Récapitulons maintenant les raisons pour lesquelles les graisses alimentaires sont d’une importance fondamentale:

  • Sans graisses, il n’y aurait pas de cellules, donc la vie elle-même.
  • Les vitamines liposolubles A, D, E, K sont mises en circulation par les graisses, leur réduction peut générer une hypovitaminose.
  • L’épha donne lieu à la formation d’eicosanoïdes, qui régulent toutes les fonctions de l’organisme et déterminent leur état de santé.
  • Les bons eicosanoïdes facilitent le maintien d’un physique sec.
  • Le DHA représente environ 60% du cerveau.
  • Le cholestérol est indispensable, sans quoi nous ne pourrions pas vivre.

Alors pourquoi les graisses sont-elles si diabolisées? Il y a sans aucun doute une erreur fondamentale: une importance excessive a été accordée au concept de calories pour le contrôle du poids corporel, comme si notre corps raisonnait en termes purement mathématiques et que les réactions biochimiques induites par les nutriments avaient été complètement ignorées.

Le faire vous-même en évitant les graisses signifie que la plupart du temps, les graisses visibles sont éliminées, y compris notre précieuse huile d’olive extra vierge, en gardant les invisibles, qui sont presque toujours saturées, donc nocives.

Alors, comment devons-nous gérer les graisses?

Apprenons à les connaître et ne les craignons pas:

  • environ 30% de l’apport calorique quotidien doit provenir des graisses;
  • nous privilégions l’utilisation de graisses insaturées, en minimisant celle des graisses saturées;
  • nous mangeons du poisson (riche en Epa et Dha) au moins deux fois par semaine;
  • si nous voulons faire un complément alimentaire vraiment utile, nous ingérons 2,5 grammes d’oméga 3 par jour;
  • nous maintenons une glycémie basse et donc des niveaux d’insuline, ce qui interfère avec le schéma de transformation des acides gras, conduisant à la production de mauvais eicosanoïdes.

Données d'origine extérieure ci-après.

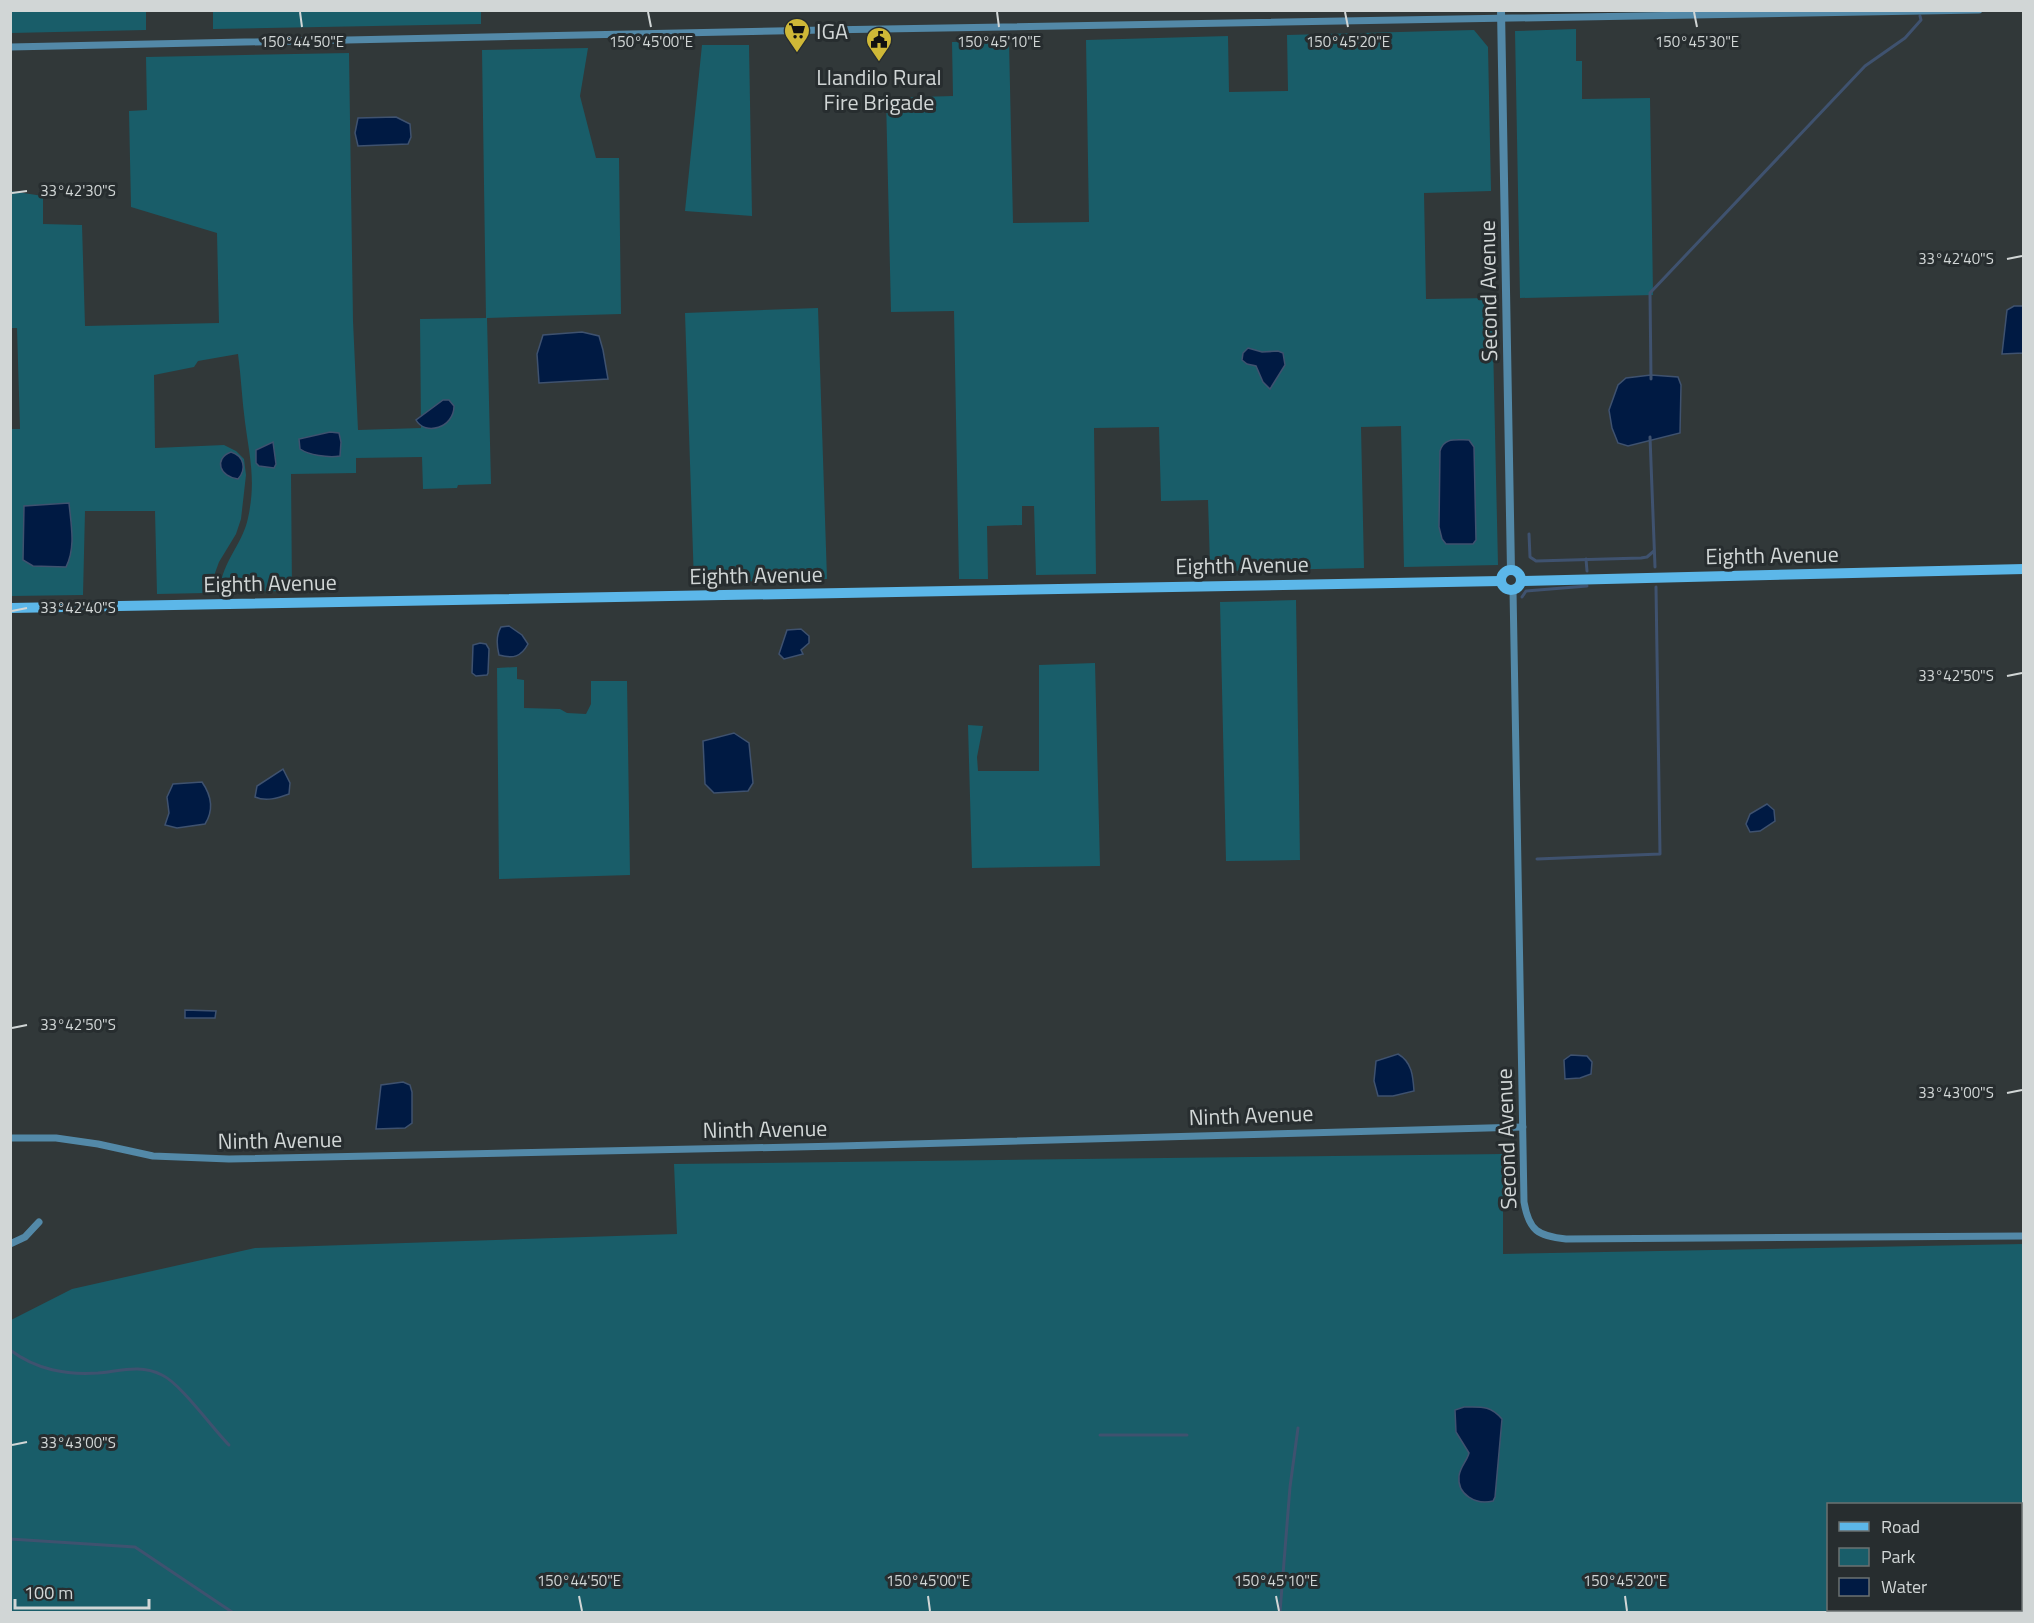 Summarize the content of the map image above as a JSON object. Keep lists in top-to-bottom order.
{
  "streets": {
    "main road": ["Eighth Avenue"],
    "street": ["Second Avenue", "Ninth Avenue"]
  },
  "crossings": [
    ["Second Avenue", "Eighth Avenue"],
    ["Second Avenue", "Ninth Avenue"]
  ],
  "places": {
    "supermarket": ["IGA"],
    "public building": ["Llandilo Rural Fire Brigade"]
  },
  "legend": ["Road", "Park", "Water"],
  "scale_bar": "100 m",
  "coordinates": [
    "150°44'50\"E",
    "150°45'00\"E",
    "150°45'10\"E",
    "150°45'20\"E",
    "150°45'30\"E",
    "33°42'30\"S",
    "33°42'40\"S",
    "33°42'50\"S",
    "33°43'00\"S"
  ]
} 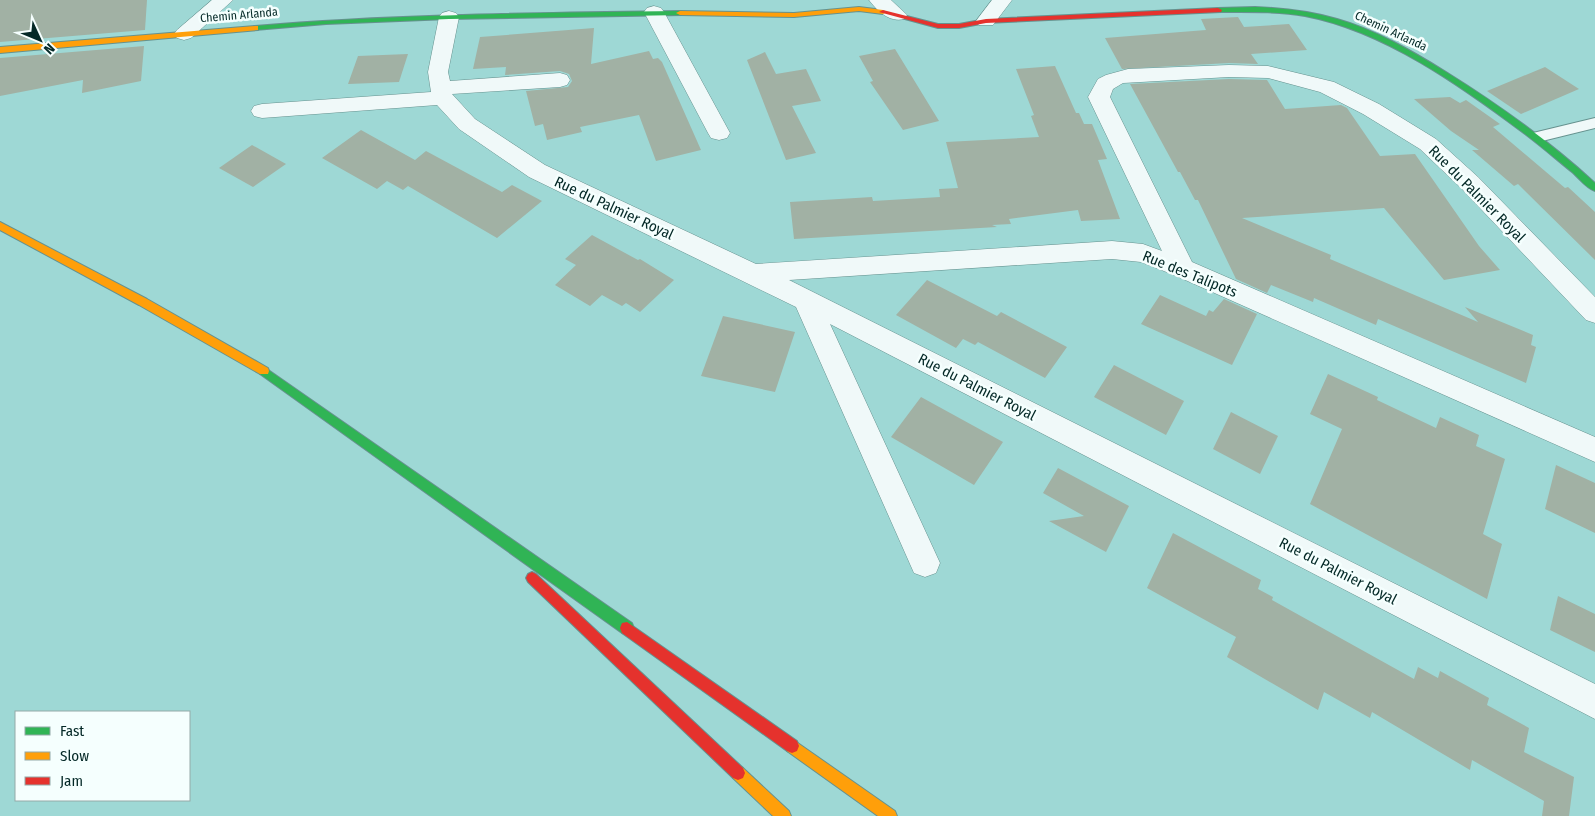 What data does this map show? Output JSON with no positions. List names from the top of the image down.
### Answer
{
  "streets": {
    "main road": ["Chemin Arlanda"],
    "street": ["Rue du Palmier Royal", "Rue des Talipots"]
  },
  "crossings": [
    ["Rue du Palmier Royal", "Rue des Talipots"]
  ],
  "legend": ["Fast", "Slow", "Jam"],
  "north": "bottom right"
}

Pour une bonne santé, les niveaux d’insuline doivent être maintenus bas et une bonne quantité d’acides gras polyinsaturés doit être prise, en accordant une attention particulière aux oméga 3, car les oméga 6 sont présents dans de nombreux aliments dans notre alimentation quotidienne.

Il existe cependant une autre raison de compléter le régime alimentaire avec des oméga 3: notre cerveau est composé d’environ 60% de DHA, l’acide gras qui nous a rendus humains.